Speaking at a Tourism Ireland event in Dublin City, Mr Donohoe said he will not allow negotiations to continue "indefinitely".

But he said patience was required given the sensitivities at play.

"These are very sensitive discussions for them as a company but they are extremely important discussions for us as a country because of how important access is for our country.," Mr Donohoe said.

"Aer Lingus alone carries 40pc of the passengers in and out of our three main airports. It is one of the largest employers in our country," he added.

Mr Donohoe said he will not be bringing a memo to cabinet on the IAG bid tomorrow. He confirmed that he is still waiting the report from the inter-departmental group.

The Dublin Central TD refused to be drawn on weekend reports that the IAG deal is nearly conclusion and that the airline giant is to offer longer guarantees over the valuable Heathrow slots.

"I'm not going to get into it. I will say that in the coming weeks I will be bringing a final recommendation to cabinet on this matter. It is an issue that has been going on for some while because of the importance of it to us as a country and them as a company but we will be bringing a conclusion to it soon," he said.

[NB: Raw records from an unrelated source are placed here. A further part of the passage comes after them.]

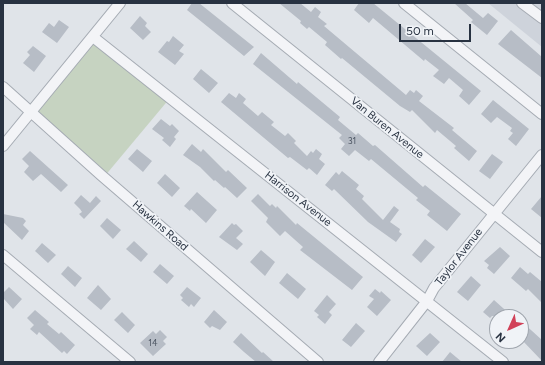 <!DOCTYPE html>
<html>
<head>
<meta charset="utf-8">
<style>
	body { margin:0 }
	#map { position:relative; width:545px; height:365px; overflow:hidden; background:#e0e4e9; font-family:Figtree,sans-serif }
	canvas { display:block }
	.frame { position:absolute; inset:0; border:4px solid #283241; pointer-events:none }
	.north { position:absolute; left:489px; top:309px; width:40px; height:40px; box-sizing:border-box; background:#f0f3f7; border:1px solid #a0a6ae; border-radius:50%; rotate:225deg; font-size:11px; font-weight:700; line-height:16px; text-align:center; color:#283241 }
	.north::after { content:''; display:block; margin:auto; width:14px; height:18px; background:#d14259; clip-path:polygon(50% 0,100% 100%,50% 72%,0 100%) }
	.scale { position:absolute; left:399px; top:24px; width:72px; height:18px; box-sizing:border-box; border:2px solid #283241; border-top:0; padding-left:5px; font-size:12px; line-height:14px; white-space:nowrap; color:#283241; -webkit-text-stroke:3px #f0f3f7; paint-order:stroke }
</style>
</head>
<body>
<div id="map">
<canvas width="545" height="365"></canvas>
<div class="frame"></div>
<div class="north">N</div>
<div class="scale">50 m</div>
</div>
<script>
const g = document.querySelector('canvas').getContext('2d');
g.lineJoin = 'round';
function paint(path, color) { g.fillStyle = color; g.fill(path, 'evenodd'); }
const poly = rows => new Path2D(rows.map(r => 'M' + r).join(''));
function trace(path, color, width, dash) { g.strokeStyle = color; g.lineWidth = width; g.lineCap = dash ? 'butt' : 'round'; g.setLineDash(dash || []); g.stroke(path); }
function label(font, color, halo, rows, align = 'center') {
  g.font = font + ' Figtree,sans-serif'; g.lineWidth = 3.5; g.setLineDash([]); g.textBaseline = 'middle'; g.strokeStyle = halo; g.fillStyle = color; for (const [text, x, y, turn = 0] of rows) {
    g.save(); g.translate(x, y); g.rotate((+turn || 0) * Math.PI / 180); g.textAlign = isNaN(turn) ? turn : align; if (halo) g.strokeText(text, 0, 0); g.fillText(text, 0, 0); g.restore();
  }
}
paint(poly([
	[488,3,542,3,542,47]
]), '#ced3db');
paint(poly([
	[93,37,170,98,104,177,30,113]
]), '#c6d3c1');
paint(poly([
	[192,3,199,3,254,47,244,56,187,10],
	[279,3,300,3,311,12,315,7,321,12,318,17,327,24,324,26,406,95,410,90,414,93,416,90,423,96,419,101,454,128,452,130,477,151,469,161,454,148,456,146,437,130,435,133,412,110,410,112,400,106,342,58,341,59,325,45,327,42,309,27,307,29,300,23,301,21],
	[359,3,373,3,481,91,469,105,459,96,463,90,449,78,444,84,433,76,439,70,425,59,424,61,373,18,369,23,354,10],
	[454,3,465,3,483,18,488,13,498,21,487,35,471,22,473,20],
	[140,16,147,23,145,26,151,32,143,40,130,28],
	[59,20,69,27,57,43,42,32,49,23,54,27],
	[511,30,542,57,542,78,498,44],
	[173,36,184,45,179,51,184,54,175,65,158,52,167,41,169,42],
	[33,46,46,56,34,72,23,63,30,55,27,52],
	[261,53,297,84,298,82,340,117,338,120,356,135,358,133,373,146,375,145,423,187,425,185,461,214,447,231,427,215,430,211,416,200,418,198,371,159,369,161,355,150,349,156,341,149,345,144,339,138,342,135,253,64],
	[201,69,218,83,209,93,193,79],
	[229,93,236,98,239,93,246,99,243,103,258,116,262,112,274,122,271,125,285,136,288,133,296,141,294,143,307,156,311,151,313,153,316,149,322,154,319,159,325,164,317,175,309,168,307,170,290,157,288,158,221,102],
	[493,100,529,129,516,146,508,139,513,133,510,131,512,128,497,117,491,123,481,114],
	[161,119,170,126,172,124,179,131,174,137,176,139,170,147,162,140,164,138,152,129],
	[192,144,201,152,203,149,226,172,228,170,247,188,237,198,225,187,224,188,215,180,214,181,200,167,183,155],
	[137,149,152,161,143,172,128,159],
	[30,151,68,185,61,192,41,174,33,181,24,172,29,166,22,159],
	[492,154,503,162,490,179,479,171],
	[342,171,359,185,356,189,364,196,362,199,383,220,394,206,399,210,390,222,400,229,399,232,402,234,396,242,368,222,334,189,332,191,325,185,336,172,339,175],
	[165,174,180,188,172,197,157,183],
	[197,192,217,210,206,223,191,209,190,211,184,206],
	[258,194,270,206,272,204,276,208,277,206,296,225,297,223,363,277,352,290,300,250,303,247,285,231,280,236,266,222,268,218,251,201],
	[81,195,90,203,96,196,101,201,84,219,79,214,82,212,80,209,74,203],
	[542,196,542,218,531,209],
	[3,214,23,218,26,221,23,225,29,231,22,240,3,222],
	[107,218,121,230,113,239,100,226],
	[232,223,234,225,236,224,243,231,236,238,243,244,237,250,219,237],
	[425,239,435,247,421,263,412,255],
	[134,241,148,254,141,262,126,249],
	[42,243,56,255,48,263,35,251],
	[500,247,510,256,494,274,487,268,489,265,484,261],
	[261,250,275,262,265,276,250,262],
	[160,264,174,276,167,284,153,272],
	[68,266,82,278,75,287,61,274],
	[520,267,528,274,530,272,542,282,542,303,528,289,526,291,511,278],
	[287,273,306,289,298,299,279,283],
	[471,276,481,285,468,301,457,292],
	[98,285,111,299,101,310,87,298],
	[9,287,22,299,13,309,3,298,3,293],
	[187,287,201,298,194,307,191,304,189,307,181,300,183,298,180,295],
	[375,289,380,293,381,291,391,300,377,316,367,307,374,299,369,296],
	[327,295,336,304,329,312,332,315,325,324,317,317,319,315,314,311],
	[494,300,513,317,492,316,490,318,483,312],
	[35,310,49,322,47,324,59,334,61,332,75,345,67,354,64,351,62,353,39,332,37,335,30,329,34,325,27,318],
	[214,310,227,322,220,330,212,326,210,328,204,322],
	[122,312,135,325,128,333,114,320],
	[521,321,542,340,542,361,521,339],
	[356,323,365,331,351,347,342,340],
	[160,330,167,337,163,341,166,344,153,356,140,343,153,331,156,334],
	[241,333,262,353,263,352,274,362,256,362,244,352,233,342],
	[430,333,440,342,427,356,416,346],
	[450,352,462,362,442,362]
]), '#b7bdc6');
const minor = poly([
	[232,3,542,252],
	[404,3,542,114],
	[522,3,542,18],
	[93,37,503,362],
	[3,87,101,175,318,362],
	[3,146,120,3],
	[3,255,130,362],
	[379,362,427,301,434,288,542,155]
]);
trace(minor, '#a5abb3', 12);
trace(minor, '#f3f4f7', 10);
label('9px', '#4c5562', null, [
	["31",352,141],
	["14",153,343]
]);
label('11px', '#283241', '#f0f3f7', [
	["Van Buren Avenue",387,128,39],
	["Harrison Avenue",298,199,38],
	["Hawkins Road",160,226,41],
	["Taylor Avenue",459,257,-52]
]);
</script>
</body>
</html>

"I've been saying 'within a few weeks' in the aftermath of the decision I made in February. It's important to say this, because I want to be clear with everybody, that this is not a matter that is going to continue indefinitely. I will be receiving that report soon."

Any decision to sell the State's 25.1pc stake in the airline would create serious political difficulties for the Coalition.

Labour TDs and senators in particular have maintained their strong opposition to the sale.

Privately, a number of ministers in both parties believe there is serious merit in accepting the IAG proposals.

It's felt that if the trade unions shifted their stance and backed a revised offer, there is the potential of securing the support of backbenchers.